(Material provided begins)

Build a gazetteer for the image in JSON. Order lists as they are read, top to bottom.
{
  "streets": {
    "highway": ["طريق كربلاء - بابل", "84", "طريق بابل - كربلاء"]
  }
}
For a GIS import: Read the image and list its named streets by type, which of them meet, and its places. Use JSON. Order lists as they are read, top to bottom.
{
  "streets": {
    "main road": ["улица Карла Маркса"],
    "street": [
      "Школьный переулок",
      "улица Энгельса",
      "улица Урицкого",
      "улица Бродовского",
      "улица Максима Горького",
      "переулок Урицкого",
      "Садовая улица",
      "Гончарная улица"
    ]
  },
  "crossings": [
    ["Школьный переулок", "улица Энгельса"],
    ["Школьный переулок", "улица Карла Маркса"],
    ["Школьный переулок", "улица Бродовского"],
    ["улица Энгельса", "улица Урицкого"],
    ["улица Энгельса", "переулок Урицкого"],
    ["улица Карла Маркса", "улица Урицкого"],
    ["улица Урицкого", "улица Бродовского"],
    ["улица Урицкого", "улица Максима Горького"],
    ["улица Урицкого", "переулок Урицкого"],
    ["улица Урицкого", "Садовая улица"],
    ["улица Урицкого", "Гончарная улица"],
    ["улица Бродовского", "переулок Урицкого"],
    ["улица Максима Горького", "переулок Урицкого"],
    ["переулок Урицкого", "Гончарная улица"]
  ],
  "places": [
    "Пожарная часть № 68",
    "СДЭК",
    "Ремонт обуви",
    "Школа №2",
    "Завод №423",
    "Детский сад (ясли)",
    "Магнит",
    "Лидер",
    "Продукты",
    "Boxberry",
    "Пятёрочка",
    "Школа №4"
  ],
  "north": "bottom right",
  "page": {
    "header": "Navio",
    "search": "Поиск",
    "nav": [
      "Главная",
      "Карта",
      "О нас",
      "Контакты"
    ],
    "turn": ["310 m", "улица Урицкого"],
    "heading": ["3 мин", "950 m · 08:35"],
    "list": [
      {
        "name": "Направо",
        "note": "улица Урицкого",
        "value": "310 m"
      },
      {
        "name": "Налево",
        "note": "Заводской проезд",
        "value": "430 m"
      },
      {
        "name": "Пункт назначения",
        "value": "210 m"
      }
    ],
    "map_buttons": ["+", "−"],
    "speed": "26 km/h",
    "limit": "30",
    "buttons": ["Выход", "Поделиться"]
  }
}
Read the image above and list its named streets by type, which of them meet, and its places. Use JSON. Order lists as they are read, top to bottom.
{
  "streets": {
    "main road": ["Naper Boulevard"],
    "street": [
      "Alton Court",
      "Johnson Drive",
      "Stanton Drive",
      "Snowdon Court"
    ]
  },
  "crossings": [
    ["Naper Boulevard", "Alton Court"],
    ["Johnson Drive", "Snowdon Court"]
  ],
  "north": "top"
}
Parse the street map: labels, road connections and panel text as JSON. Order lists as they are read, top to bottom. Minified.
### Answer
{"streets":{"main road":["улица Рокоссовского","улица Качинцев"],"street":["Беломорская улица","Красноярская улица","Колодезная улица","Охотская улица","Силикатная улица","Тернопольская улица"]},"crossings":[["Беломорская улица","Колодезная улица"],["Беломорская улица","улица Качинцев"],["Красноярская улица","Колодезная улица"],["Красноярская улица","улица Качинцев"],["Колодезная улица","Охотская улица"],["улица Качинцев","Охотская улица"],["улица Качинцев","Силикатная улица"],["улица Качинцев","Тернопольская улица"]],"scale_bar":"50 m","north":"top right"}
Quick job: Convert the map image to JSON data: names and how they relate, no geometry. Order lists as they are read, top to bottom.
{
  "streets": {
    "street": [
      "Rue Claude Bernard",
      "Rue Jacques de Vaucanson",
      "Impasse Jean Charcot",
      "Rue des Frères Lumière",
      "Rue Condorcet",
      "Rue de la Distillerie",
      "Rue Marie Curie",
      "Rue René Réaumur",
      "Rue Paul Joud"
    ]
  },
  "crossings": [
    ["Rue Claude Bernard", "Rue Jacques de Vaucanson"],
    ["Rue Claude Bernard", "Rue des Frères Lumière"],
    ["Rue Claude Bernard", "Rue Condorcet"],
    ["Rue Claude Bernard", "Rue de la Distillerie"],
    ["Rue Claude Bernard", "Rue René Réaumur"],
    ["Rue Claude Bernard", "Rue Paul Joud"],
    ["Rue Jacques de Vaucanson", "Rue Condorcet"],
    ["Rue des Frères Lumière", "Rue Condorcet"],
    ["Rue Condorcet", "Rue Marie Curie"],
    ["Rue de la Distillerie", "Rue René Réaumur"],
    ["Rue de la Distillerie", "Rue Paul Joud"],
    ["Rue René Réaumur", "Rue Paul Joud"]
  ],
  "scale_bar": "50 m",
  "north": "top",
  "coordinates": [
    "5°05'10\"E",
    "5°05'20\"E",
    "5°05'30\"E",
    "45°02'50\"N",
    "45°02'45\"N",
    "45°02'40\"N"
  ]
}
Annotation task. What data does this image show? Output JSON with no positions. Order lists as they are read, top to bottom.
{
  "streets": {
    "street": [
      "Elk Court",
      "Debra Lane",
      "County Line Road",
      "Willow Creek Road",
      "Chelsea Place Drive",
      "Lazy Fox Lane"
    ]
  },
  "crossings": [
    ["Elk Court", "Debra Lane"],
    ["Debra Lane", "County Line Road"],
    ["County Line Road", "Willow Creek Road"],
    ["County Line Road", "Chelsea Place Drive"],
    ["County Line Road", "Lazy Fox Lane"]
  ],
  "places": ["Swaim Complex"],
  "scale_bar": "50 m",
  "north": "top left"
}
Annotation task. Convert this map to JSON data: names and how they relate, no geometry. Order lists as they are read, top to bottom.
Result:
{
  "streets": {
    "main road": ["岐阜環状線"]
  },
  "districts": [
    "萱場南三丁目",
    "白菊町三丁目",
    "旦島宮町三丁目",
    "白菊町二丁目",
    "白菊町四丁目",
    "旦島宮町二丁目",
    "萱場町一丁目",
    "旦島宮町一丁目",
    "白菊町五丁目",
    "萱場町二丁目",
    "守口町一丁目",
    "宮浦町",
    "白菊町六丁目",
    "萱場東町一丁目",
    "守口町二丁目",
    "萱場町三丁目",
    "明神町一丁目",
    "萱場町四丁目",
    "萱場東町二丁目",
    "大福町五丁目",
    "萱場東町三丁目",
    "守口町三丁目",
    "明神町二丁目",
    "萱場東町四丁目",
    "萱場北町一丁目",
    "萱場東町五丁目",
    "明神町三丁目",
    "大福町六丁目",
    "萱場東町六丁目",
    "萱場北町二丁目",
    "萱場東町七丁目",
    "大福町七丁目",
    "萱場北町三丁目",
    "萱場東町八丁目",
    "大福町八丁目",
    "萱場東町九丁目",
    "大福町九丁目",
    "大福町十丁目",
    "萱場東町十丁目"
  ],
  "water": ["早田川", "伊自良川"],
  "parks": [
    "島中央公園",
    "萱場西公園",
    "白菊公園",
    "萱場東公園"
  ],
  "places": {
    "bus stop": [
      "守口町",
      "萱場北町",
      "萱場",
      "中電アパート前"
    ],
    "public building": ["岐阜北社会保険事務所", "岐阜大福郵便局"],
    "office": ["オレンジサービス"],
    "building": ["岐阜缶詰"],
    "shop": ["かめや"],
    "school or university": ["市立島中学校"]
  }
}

(Material provided ends)

Exercise objective: Type the whole listing again, unaltered.

Answer for this exercise:
Build a gazetteer for the image in JSON. Order lists as they are read, top to bottom.
{
  "streets": {
    "highway": ["طريق كربلاء - بابل", "84", "طريق بابل - كربلاء"]
  }
}
For a GIS import: Read the image and list its named streets by type, which of them meet, and its places. Use JSON. Order lists as they are read, top to bottom.
{
  "streets": {
    "main road": ["улица Карла Маркса"],
    "street": [
      "Школьный переулок",
      "улица Энгельса",
      "улица Урицкого",
      "улица Бродовского",
      "улица Максима Горького",
      "переулок Урицкого",
      "Садовая улица",
      "Гончарная улица"
    ]
  },
  "crossings": [
    ["Школьный переулок", "улица Энгельса"],
    ["Школьный переулок", "улица Карла Маркса"],
    ["Школьный переулок", "улица Бродовского"],
    ["улица Энгельса", "улица Урицкого"],
    ["улица Энгельса", "переулок Урицкого"],
    ["улица Карла Маркса", "улица Урицкого"],
    ["улица Урицкого", "улица Бродовского"],
    ["улица Урицкого", "улица Максима Горького"],
    ["улица Урицкого", "переулок Урицкого"],
    ["улица Урицкого", "Садовая улица"],
    ["улица Урицкого", "Гончарная улица"],
    ["улица Бродовского", "переулок Урицкого"],
    ["улица Максима Горького", "переулок Урицкого"],
    ["переулок Урицкого", "Гончарная улица"]
  ],
  "places": [
    "Пожарная часть № 68",
    "СДЭК",
    "Ремонт обуви",
    "Школа №2",
    "Завод №423",
    "Детский сад (ясли)",
    "Магнит",
    "Лидер",
    "Продукты",
    "Boxberry",
    "Пятёрочка",
    "Школа №4"
  ],
  "north": "bottom right",
  "page": {
    "header": "Navio",
    "search": "Поиск",
    "nav": [
      "Главная",
      "Карта",
      "О нас",
      "Контакты"
    ],
    "turn": ["310 m", "улица Урицкого"],
    "heading": ["3 мин", "950 m · 08:35"],
    "list": [
      {
        "name": "Направо",
        "note": "улица Урицкого",
        "value": "310 m"
      },
      {
        "name": "Налево",
        "note": "Заводской проезд",
        "value": "430 m"
      },
      {
        "name": "Пункт назначения",
        "value": "210 m"
      }
    ],
    "map_buttons": ["+", "−"],
    "speed": "26 km/h",
    "limit": "30",
    "buttons": ["Выход", "Поделиться"]
  }
}
Read the image above and list its named streets by type, which of them meet, and its places. Use JSON. Order lists as they are read, top to bottom.
{
  "streets": {
    "main road": ["Naper Boulevard"],
    "street": [
      "Alton Court",
      "Johnson Drive",
      "Stanton Drive",
      "Snowdon Court"
    ]
  },
  "crossings": [
    ["Naper Boulevard", "Alton Court"],
    ["Johnson Drive", "Snowdon Court"]
  ],
  "north": "top"
}
Parse the street map: labels, road connections and panel text as JSON. Order lists as they are read, top to bottom. Minified.
### Answer
{"streets":{"main road":["улица Рокоссовского","улица Качинцев"],"street":["Беломорская улица","Красноярская улица","Колодезная улица","Охотская улица","Силикатная улица","Тернопольская улица"]},"crossings":[["Беломорская улица","Колодезная улица"],["Беломорская улица","улица Качинцев"],["Красноярская улица","Колодезная улица"],["Красноярская улица","улица Качинцев"],["Колодезная улица","Охотская улица"],["улица Качинцев","Охотская улица"],["улица Качинцев","Силикатная улица"],["улица Качинцев","Тернопольская улица"]],"scale_bar":"50 m","north":"top right"}
Quick job: Convert the map image to JSON data: names and how they relate, no geometry. Order lists as they are read, top to bottom.
{
  "streets": {
    "street": [
      "Rue Claude Bernard",
      "Rue Jacques de Vaucanson",
      "Impasse Jean Charcot",
      "Rue des Frères Lumière",
      "Rue Condorcet",
      "Rue de la Distillerie",
      "Rue Marie Curie",
      "Rue René Réaumur",
      "Rue Paul Joud"
    ]
  },
  "crossings": [
    ["Rue Claude Bernard", "Rue Jacques de Vaucanson"],
    ["Rue Claude Bernard", "Rue des Frères Lumière"],
    ["Rue Claude Bernard", "Rue Condorcet"],
    ["Rue Claude Bernard", "Rue de la Distillerie"],
    ["Rue Claude Bernard", "Rue René Réaumur"],
    ["Rue Claude Bernard", "Rue Paul Joud"],
    ["Rue Jacques de Vaucanson", "Rue Condorcet"],
    ["Rue des Frères Lumière", "Rue Condorcet"],
    ["Rue Condorcet", "Rue Marie Curie"],
    ["Rue de la Distillerie", "Rue René Réaumur"],
    ["Rue de la Distillerie", "Rue Paul Joud"],
    ["Rue René Réaumur", "Rue Paul Joud"]
  ],
  "scale_bar": "50 m",
  "north": "top",
  "coordinates": [
    "5°05'10\"E",
    "5°05'20\"E",
    "5°05'30\"E",
    "45°02'50\"N",
    "45°02'45\"N",
    "45°02'40\"N"
  ]
}
Annotation task. What data does this image show? Output JSON with no positions. Order lists as they are read, top to bottom.
{
  "streets": {
    "street": [
      "Elk Court",
      "Debra Lane",
      "County Line Road",
      "Willow Creek Road",
      "Chelsea Place Drive",
      "Lazy Fox Lane"
    ]
  },
  "crossings": [
    ["Elk Court", "Debra Lane"],
    ["Debra Lane", "County Line Road"],
    ["County Line Road", "Willow Creek Road"],
    ["County Line Road", "Chelsea Place Drive"],
    ["County Line Road", "Lazy Fox Lane"]
  ],
  "places": ["Swaim Complex"],
  "scale_bar": "50 m",
  "north": "top left"
}
Annotation task. Convert this map to JSON data: names and how they relate, no geometry. Order lists as they are read, top to bottom.
Result:
{
  "streets": {
    "main road": ["岐阜環状線"]
  },
  "districts": [
    "萱場南三丁目",
    "白菊町三丁目",
    "旦島宮町三丁目",
    "白菊町二丁目",
    "白菊町四丁目",
    "旦島宮町二丁目",
    "萱場町一丁目",
    "旦島宮町一丁目",
    "白菊町五丁目",
    "萱場町二丁目",
    "守口町一丁目",
    "宮浦町",
    "白菊町六丁目",
    "萱場東町一丁目",
    "守口町二丁目",
    "萱場町三丁目",
    "明神町一丁目",
    "萱場町四丁目",
    "萱場東町二丁目",
    "大福町五丁目",
    "萱場東町三丁目",
    "守口町三丁目",
    "明神町二丁目",
    "萱場東町四丁目",
    "萱場北町一丁目",
    "萱場東町五丁目",
    "明神町三丁目",
    "大福町六丁目",
    "萱場東町六丁目",
    "萱場北町二丁目",
    "萱場東町七丁目",
    "大福町七丁目",
    "萱場北町三丁目",
    "萱場東町八丁目",
    "大福町八丁目",
    "萱場東町九丁目",
    "大福町九丁目",
    "大福町十丁目",
    "萱場東町十丁目"
  ],
  "water": ["早田川", "伊自良川"],
  "parks": [
    "島中央公園",
    "萱場西公園",
    "白菊公園",
    "萱場東公園"
  ],
  "places": {
    "bus stop": [
      "守口町",
      "萱場北町",
      "萱場",
      "中電アパート前"
    ],
    "public building": ["岐阜北社会保険事務所", "岐阜大福郵便局"],
    "office": ["オレンジサービス"],
    "building": ["岐阜缶詰"],
    "shop": ["かめや"],
    "school or university": ["市立島中学校"]
  }
}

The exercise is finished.